A couple of the people that I have talked to lately were not quite sure what to make of that idea. The idea that what is going on in Occupy Boston at the governmental level could, should, would be a possible form of governing this society in the “new world a-borning” with the rise of the Occupy movement. Part of the problem is that there was some confusion on the part of the listeners that one of the possible aims of this movement is to create an alternative government, or at least provide a model for such a government. I will argue here now, and in the future, that it should be one of the goals. In short, we need to take power away from the Democrats and Republicans and their tired old congressional/executive/judicial doesn’t work- checks and balances-form of governing and place it at the grassroots level and work upward from there rather than, as now, have power devolve from the top. (And stop well short of the bottom.)
I will leave aside the question (the problem really) of what it would take to create such a possibility. Of course a revolutionary solution would, of necessity, have be on the table since there is no way that the current powerful interests, Democratic, Republican or those of the "one percent" having no named politics, is going to give up power without a fight. What I want to pose now is the use of the General Assembly as a deliberative executive, legislative, and judicial body all rolled into one.

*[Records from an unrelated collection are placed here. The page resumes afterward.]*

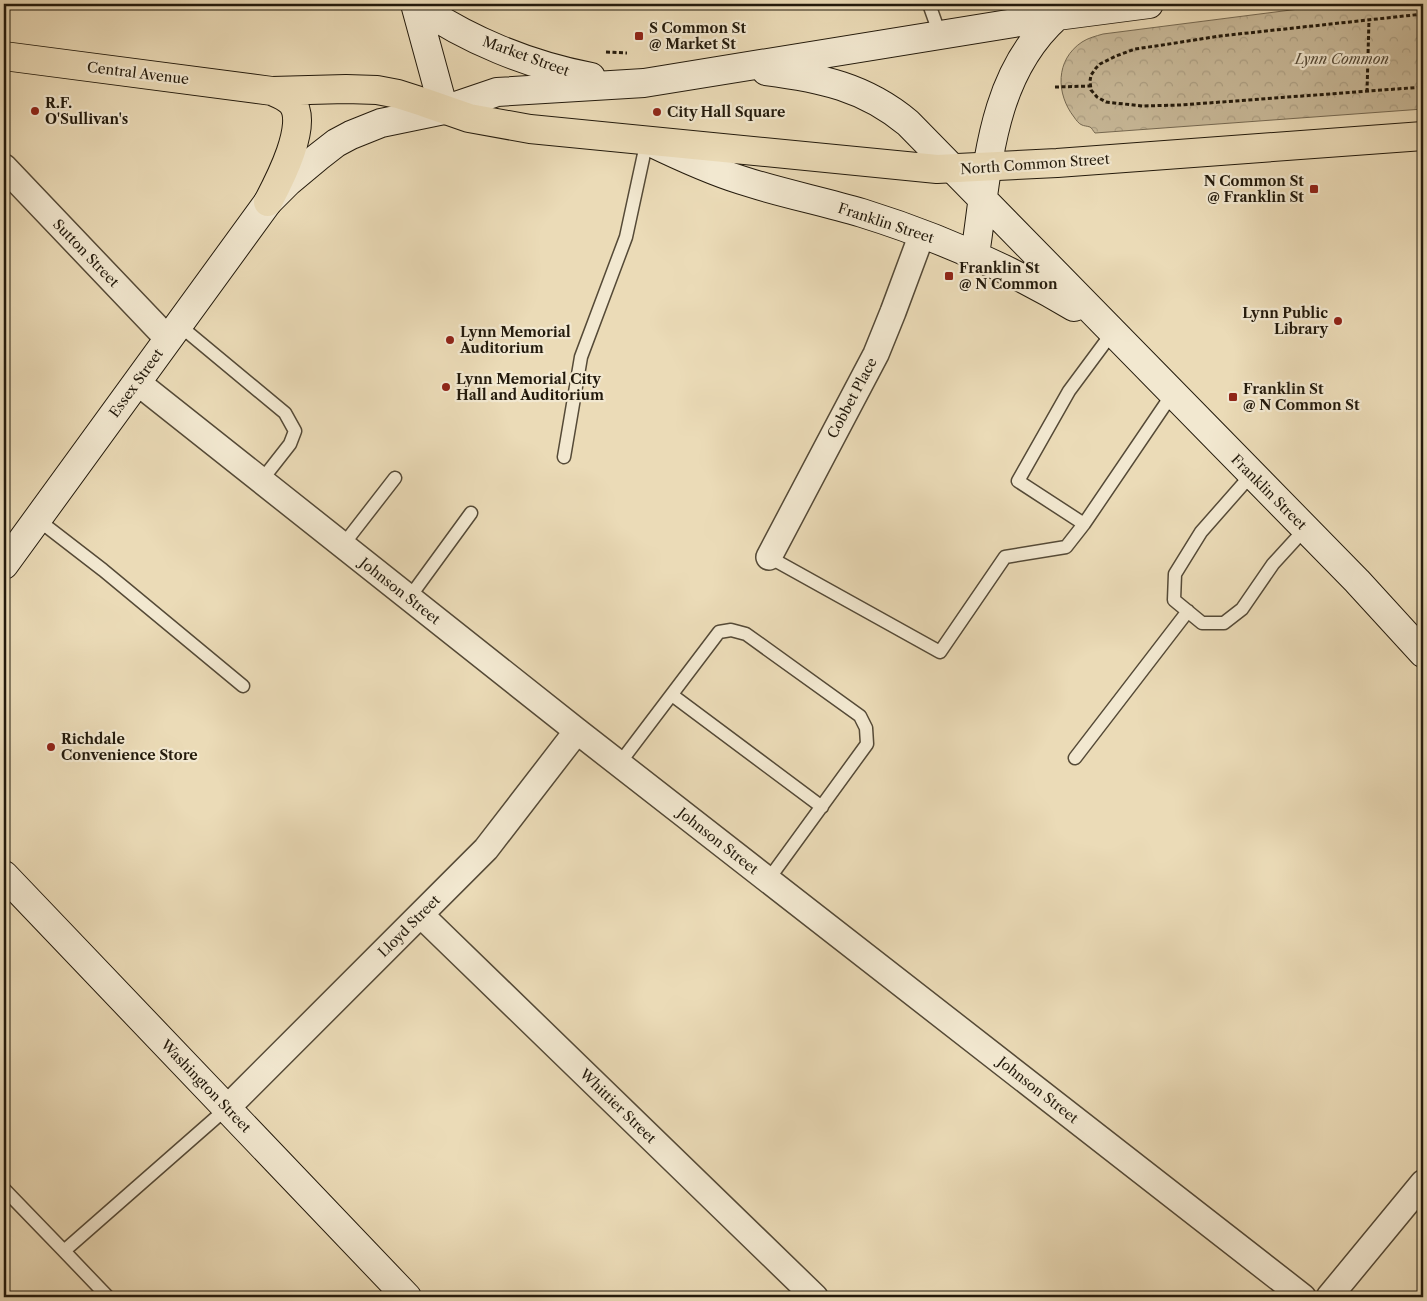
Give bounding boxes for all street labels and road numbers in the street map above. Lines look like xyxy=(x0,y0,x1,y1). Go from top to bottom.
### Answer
street label: Market Street xyxy=(480,32,572,80)
street label: Central Avenue xyxy=(86,58,190,88)
street label: North Common Street xyxy=(960,150,1110,178)
street label: Franklin Street xyxy=(836,199,936,247)
street label: Sutton Street xyxy=(49,215,123,291)
street label: Essex Street xyxy=(105,345,167,421)
street label: Cobbet Place xyxy=(823,354,881,441)
street label: Franklin Street xyxy=(1227,450,1311,534)
street label: Johnson Street xyxy=(354,553,444,628)
street label: Johnson Street xyxy=(672,803,762,878)
street label: Lloyd Street xyxy=(374,891,444,961)
street label: Washington Street xyxy=(156,1035,255,1136)
street label: Johnson Street xyxy=(992,1052,1082,1127)
street label: Whittier Street xyxy=(575,1064,660,1147)

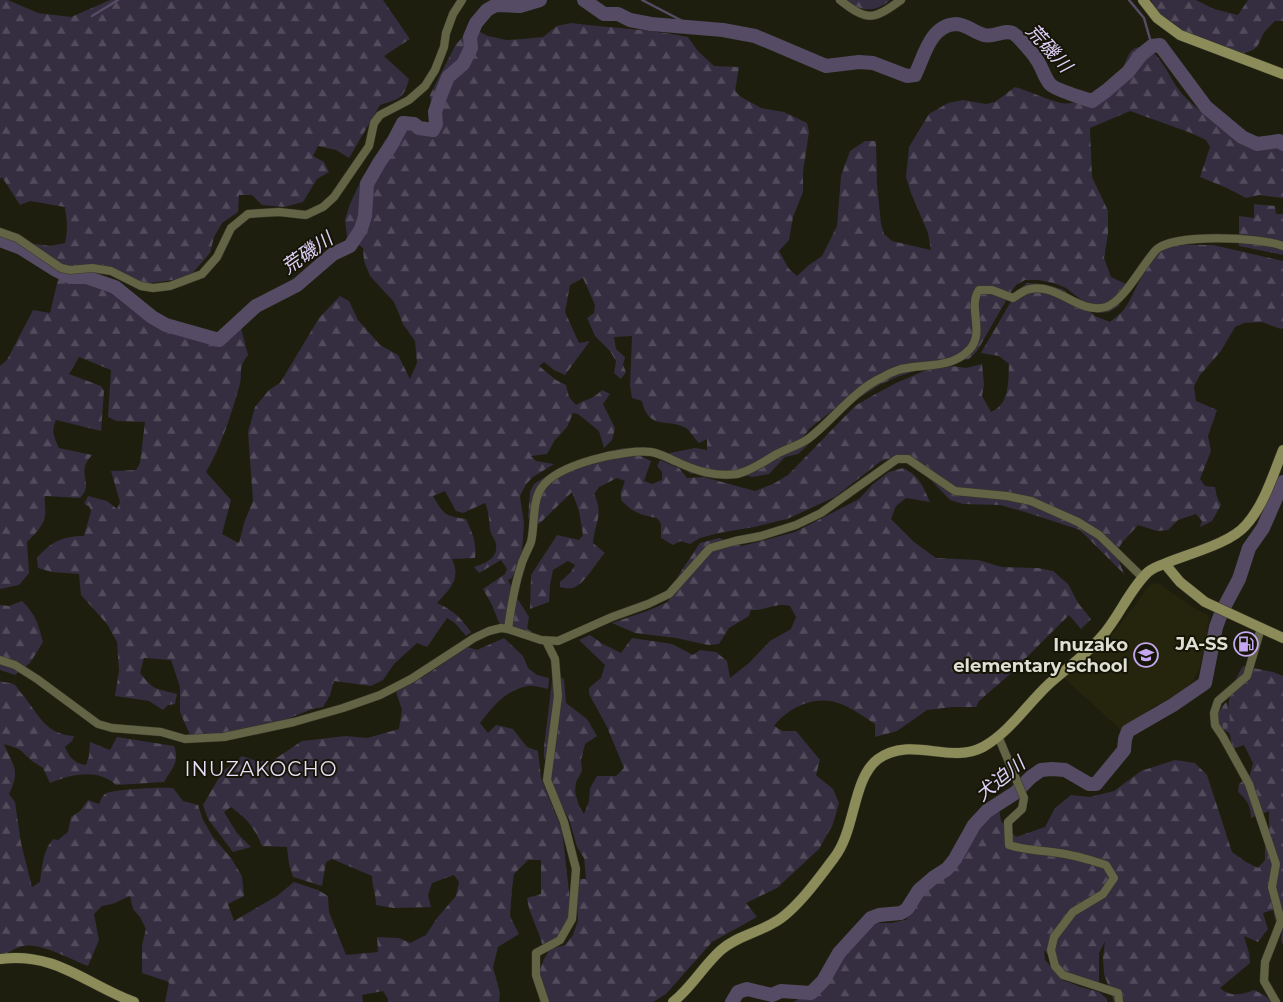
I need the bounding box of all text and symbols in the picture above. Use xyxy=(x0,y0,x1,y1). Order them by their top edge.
water label: 荒磯川 xyxy=(1021,19,1078,78)
water label: 荒磯川 xyxy=(277,226,339,279)
fuel station icon: JA-SS xyxy=(1233,631,1259,657)
place label: JA-SS xyxy=(1174,633,1228,655)
place label: Inuzako elementary school xyxy=(953,634,1128,677)
school or university icon: Inuzako elementary school xyxy=(1133,642,1159,668)
water label: 犬迫川 xyxy=(971,751,1031,806)
district label: INUZAKOCHO xyxy=(185,757,337,781)

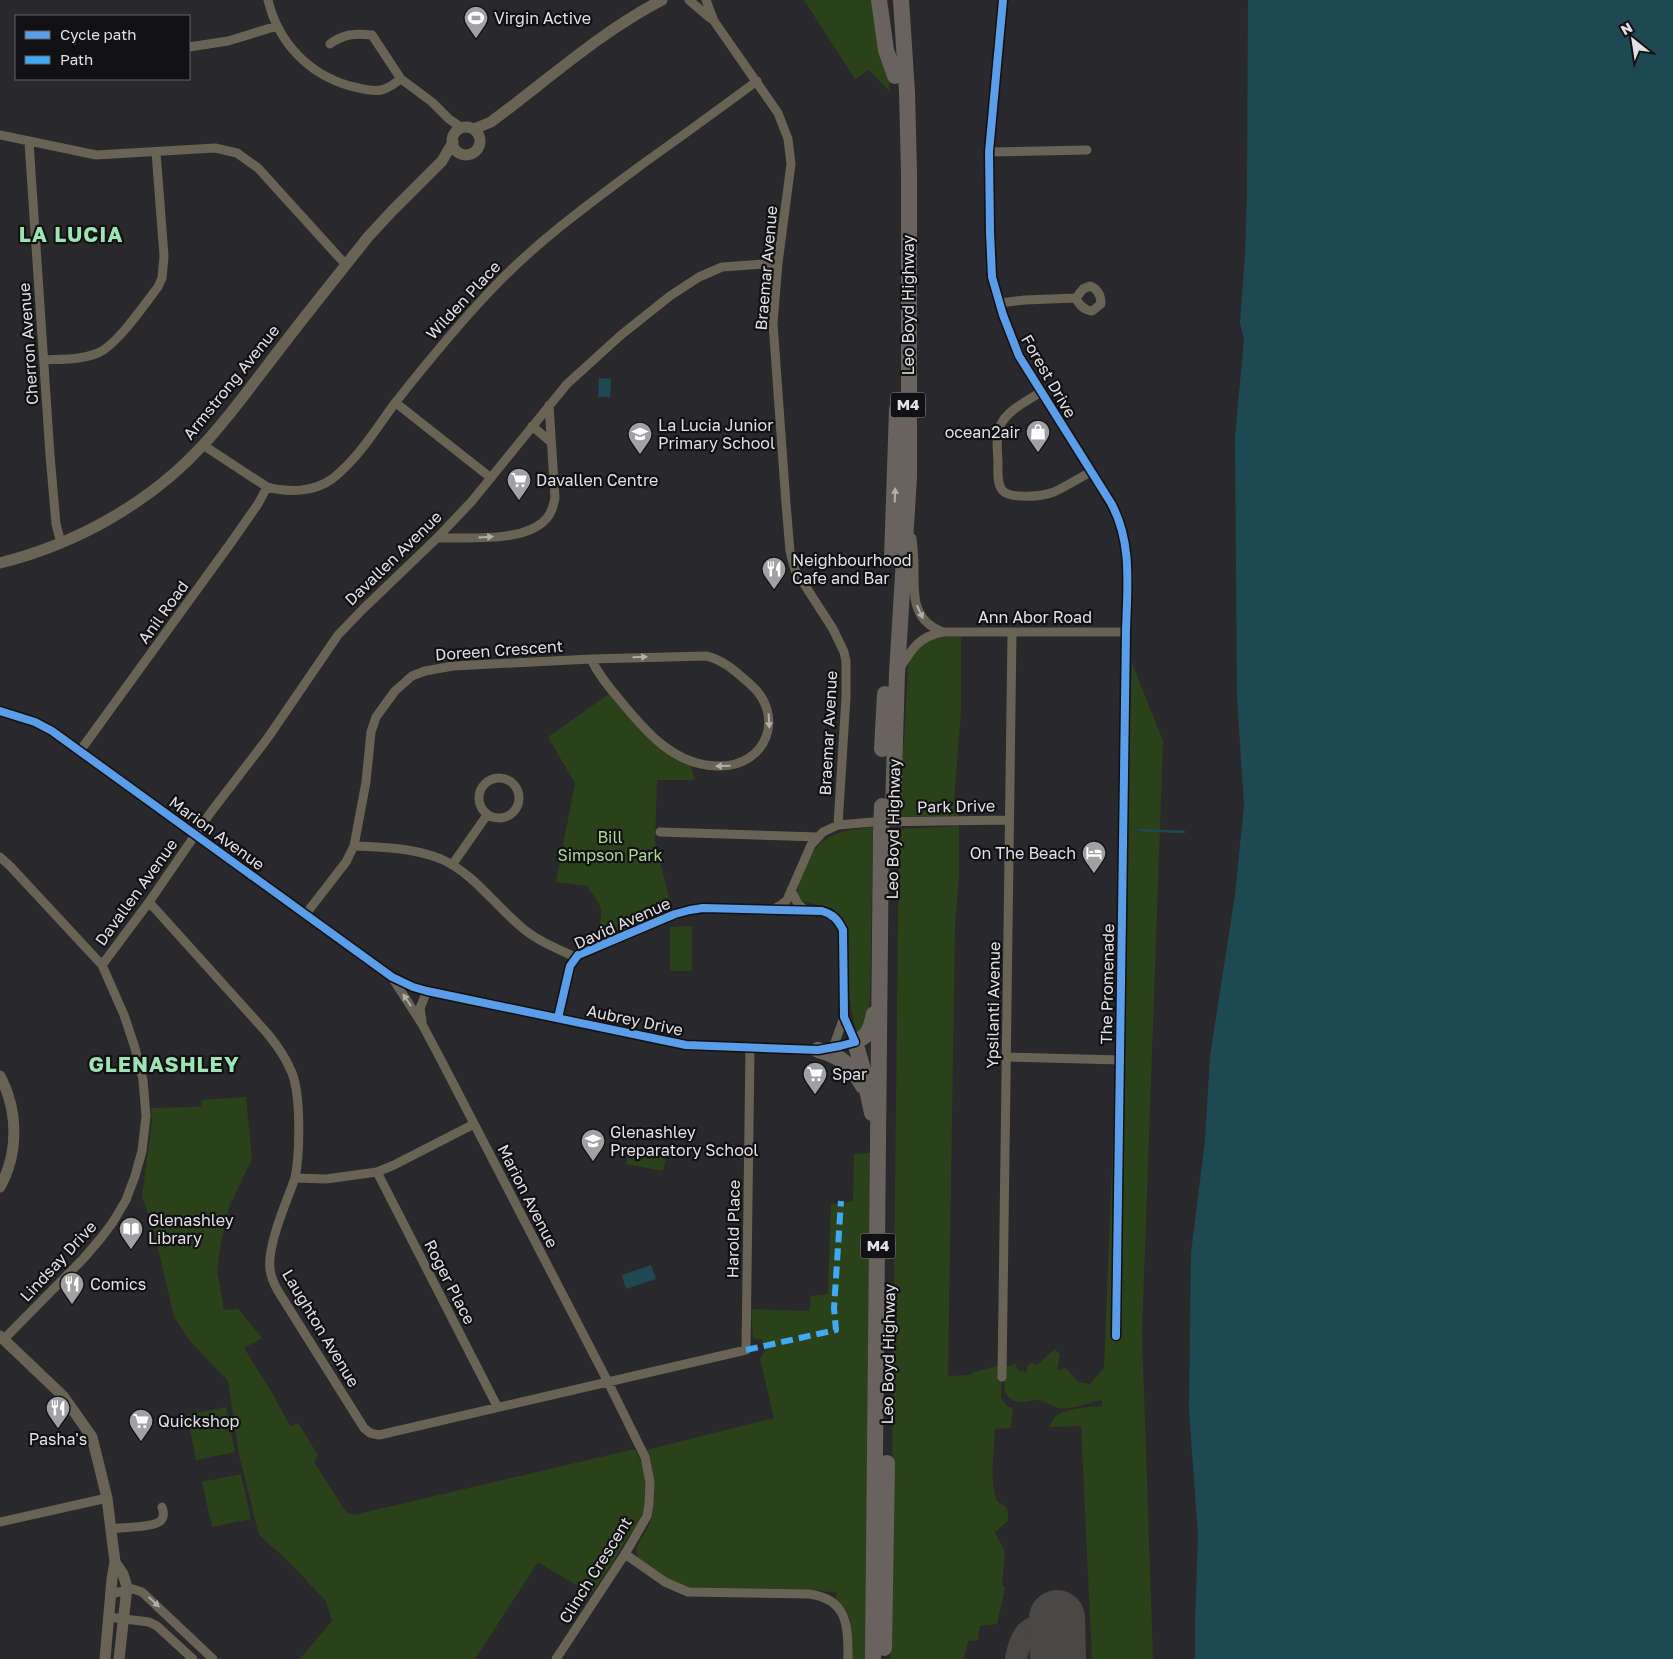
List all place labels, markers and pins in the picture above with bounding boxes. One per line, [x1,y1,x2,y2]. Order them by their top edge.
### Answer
sports icon: Virgin Active [463,5,489,39]
place label: Virgin Active [494,8,591,28]
place label: La Lucia Junior Primary School [658,415,775,453]
shop icon: ocean2air [1025,419,1051,453]
school or university icon: La Lucia Junior Primary School [627,421,653,455]
place label: ocean2air [945,422,1020,442]
supermarket icon: Davallen Centre [506,467,532,501]
place label: Davallen Centre [536,470,658,490]
place label: Neighbourhood Cafe and Bar [792,550,912,588]
restaurant icon: Neighbourhood Cafe and Bar [761,556,787,590]
hotel icon: On The Beach [1081,840,1107,874]
place label: On The Beach [970,843,1076,863]
supermarket icon: Spar [802,1061,828,1095]
place label: Spar [832,1064,867,1084]
place label: Glenashley Preparatory School [610,1122,758,1160]
school or university icon: Glenashley Preparatory School [580,1128,606,1162]
place label: Glenashley Library [148,1210,234,1248]
library icon: Glenashley Library [118,1216,144,1250]
restaurant icon: Comics [59,1271,85,1305]
place label: Comics [90,1274,146,1294]
restaurant icon: Pasha's [45,1395,71,1429]
supermarket icon: Quickshop [128,1408,154,1442]
place label: Quickshop [158,1411,239,1431]
place label: Pasha's [29,1429,87,1449]

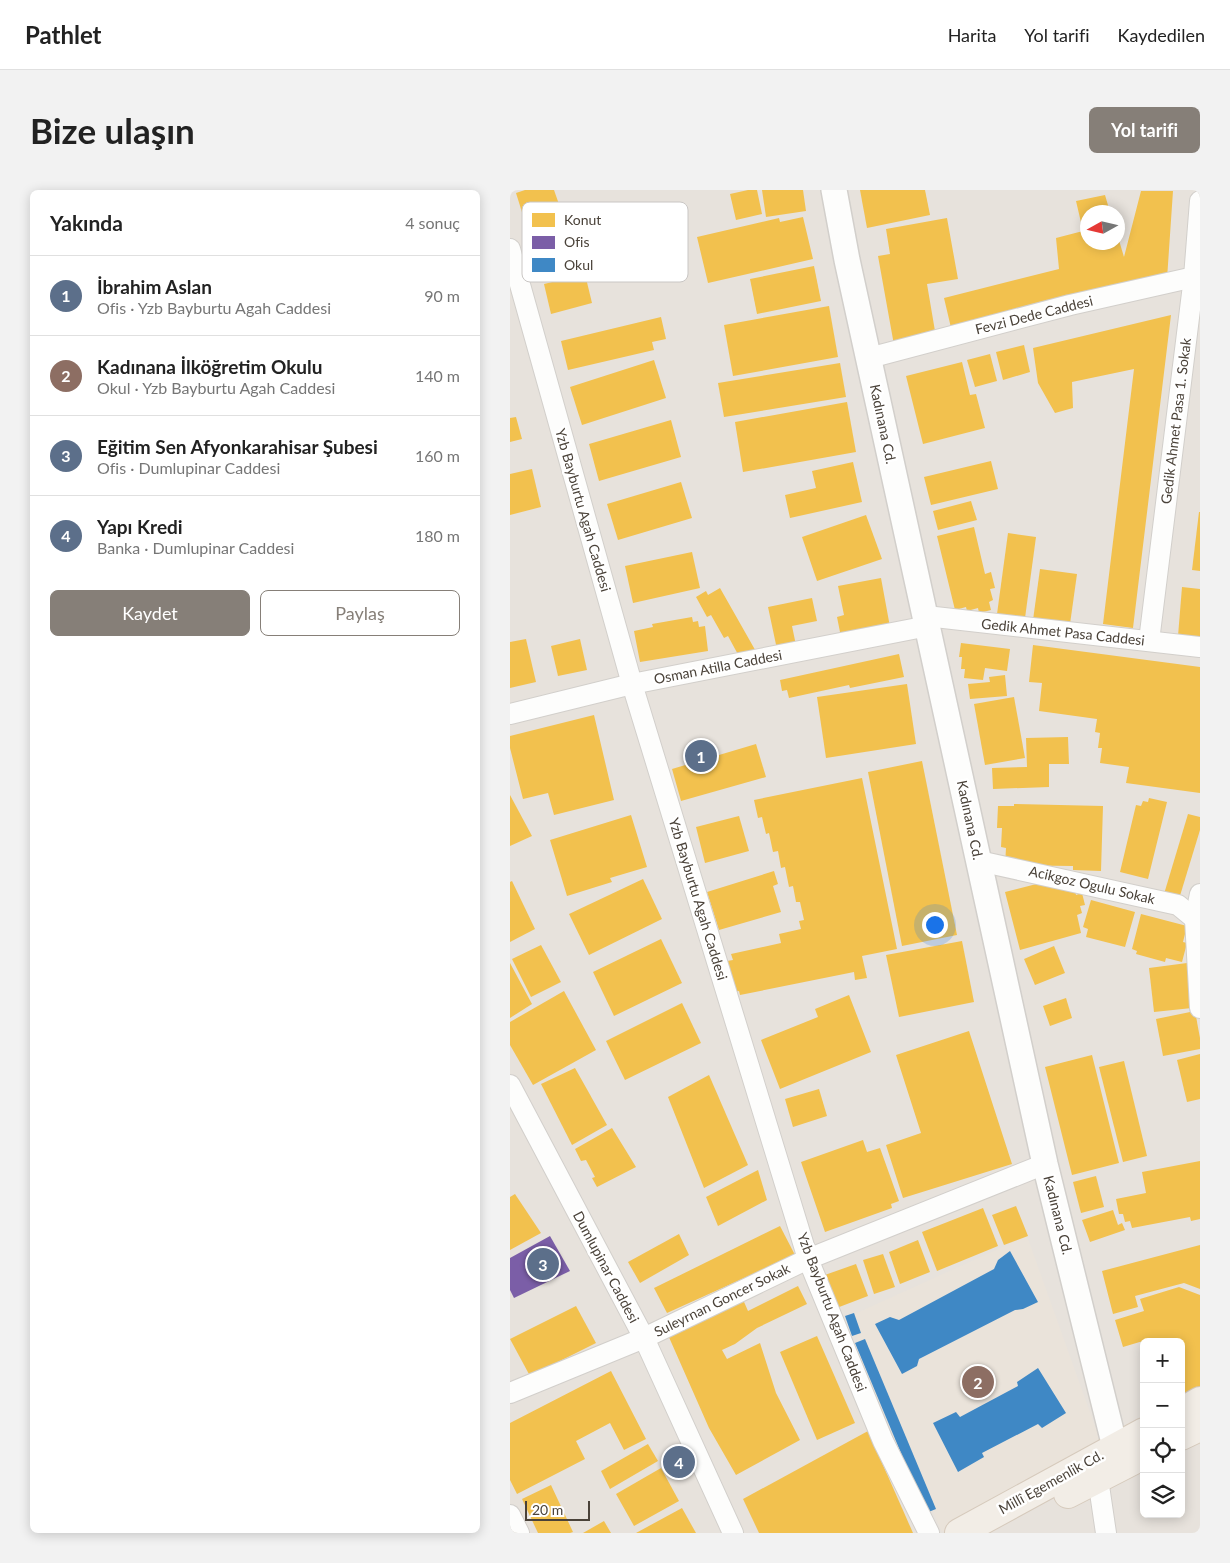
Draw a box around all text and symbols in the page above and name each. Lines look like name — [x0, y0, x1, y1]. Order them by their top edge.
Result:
text: Pathlet — [25, 20, 102, 49]
text: Harita — [948, 24, 996, 46]
text: Yol tarifi — [1024, 24, 1090, 46]
text: Kaydedilen — [1118, 24, 1205, 46]
button: Yol tarifi — [1089, 107, 1200, 153]
text: Bize ulaşın — [30, 109, 195, 151]
legend — [522, 202, 688, 282]
north arrow — [1080, 205, 1125, 250]
text: Yakında — [50, 210, 123, 235]
text: Konut — [564, 211, 601, 228]
text: 4 sonuç — [405, 213, 460, 232]
text: Ofis — [564, 233, 589, 250]
text: Okul — [564, 256, 593, 273]
text: İbrahim Aslan — [97, 275, 212, 298]
text: 1 — [61, 286, 71, 305]
text: 90 m — [424, 286, 460, 305]
street label: Fevzi Dede Caddesi — [973, 292, 1094, 337]
text: Ofis · Yzb Bayburtu Agah Caddesi — [97, 298, 331, 317]
street label: Gedik Ahmet Pasa 1. Sokak — [1157, 336, 1194, 505]
text: Kadınana İlköğretim Okulu — [97, 355, 322, 378]
text: 2 — [61, 366, 71, 385]
text: 140 m — [415, 366, 460, 385]
text: Okul · Yzb Bayburtu Agah Caddesi — [97, 378, 335, 397]
street label: Kadınana Cd. — [867, 383, 900, 465]
street label: Yzb Bayburtu Agah Caddesi — [552, 426, 615, 593]
text: Eğitim Sen Afyonkarahisar Şubesi — [97, 435, 378, 458]
text: 3 — [61, 446, 71, 465]
text: 160 m — [415, 446, 460, 465]
text: Ofis · Dumlupinar Caddesi — [97, 458, 280, 477]
text: Yapı Kredi — [97, 515, 183, 538]
text: 4 — [61, 526, 71, 545]
text: 180 m — [415, 526, 460, 545]
text: Banka · Dumlupinar Caddesi — [97, 538, 294, 557]
button: Kaydet — [50, 590, 250, 636]
button: Paylaş — [260, 590, 460, 636]
street label: Gedik Ahmet Pasa Caddesi — [980, 614, 1146, 649]
street label: Osman Atilla Caddesi — [652, 646, 783, 687]
pin: 1 — [685, 737, 717, 775]
street label: Kadınana Cd. — [954, 779, 987, 861]
street label: Yzb Bayburtu Agah Caddesi — [666, 816, 731, 982]
street label: Acikgoz Ogulu Sokak — [1027, 862, 1158, 907]
your location — [922, 912, 948, 938]
street label: Kadınana Cd. — [1040, 1174, 1077, 1256]
street label: Dumlupinar Caddesi — [570, 1208, 643, 1326]
street label: Yzb Bayburtu Agah Caddesi — [794, 1230, 871, 1394]
pin: 3 — [527, 1245, 559, 1283]
street label: Suleyrnan Goncer Sokak — [651, 1259, 793, 1340]
map controls — [1140, 1338, 1185, 1518]
button: + — [1140, 1338, 1185, 1383]
pin: 2 — [962, 1363, 994, 1401]
button: − — [1140, 1383, 1185, 1428]
button: locate — [1140, 1428, 1185, 1473]
pin: 4 — [663, 1443, 695, 1481]
street label: Millî Egemenlik Cd. — [996, 1446, 1106, 1517]
button: layers — [1140, 1473, 1185, 1518]
scale bar — [525, 1498, 590, 1521]
text: 20 m — [532, 1501, 563, 1518]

Previous historical models readily come to mind; the short-lived but heroic Paris Commune of 1871 that Karl Marx tirelessly defended against the reactionaries of Europe as the prototype of a workers government; the early heroic days of the Russian October Revolution of 1917 when the workers councils (soviets in Russian parlance) acted as a true workers' government; and the period in the Spanish Revolution of 1936-39 where the Central Committee of the Anti-Fascist Militias acted, de facto, as a workers government. All the just mentioned examples had their problems and flaws, no question. However, merely mentioning the General Assembly concept in the same paragraph as these great historic examples should signal that thoughtful leftists and other militants need to investigate and study these examples.
In order to facilitate the investigation and study of those examples I will, occasionally, post works in this space that deal with these forbears from several leftist perspectives (rightist perspectives were clear- crush all the above examples ruthlessly, and with no mercy- so we need not look at them now). I started this Lessons Of History series with Karl Marx’s classic defense and critique of the Paris Commune, The Civil War In France and today’s presentation noted in the headline continues on in that same vein.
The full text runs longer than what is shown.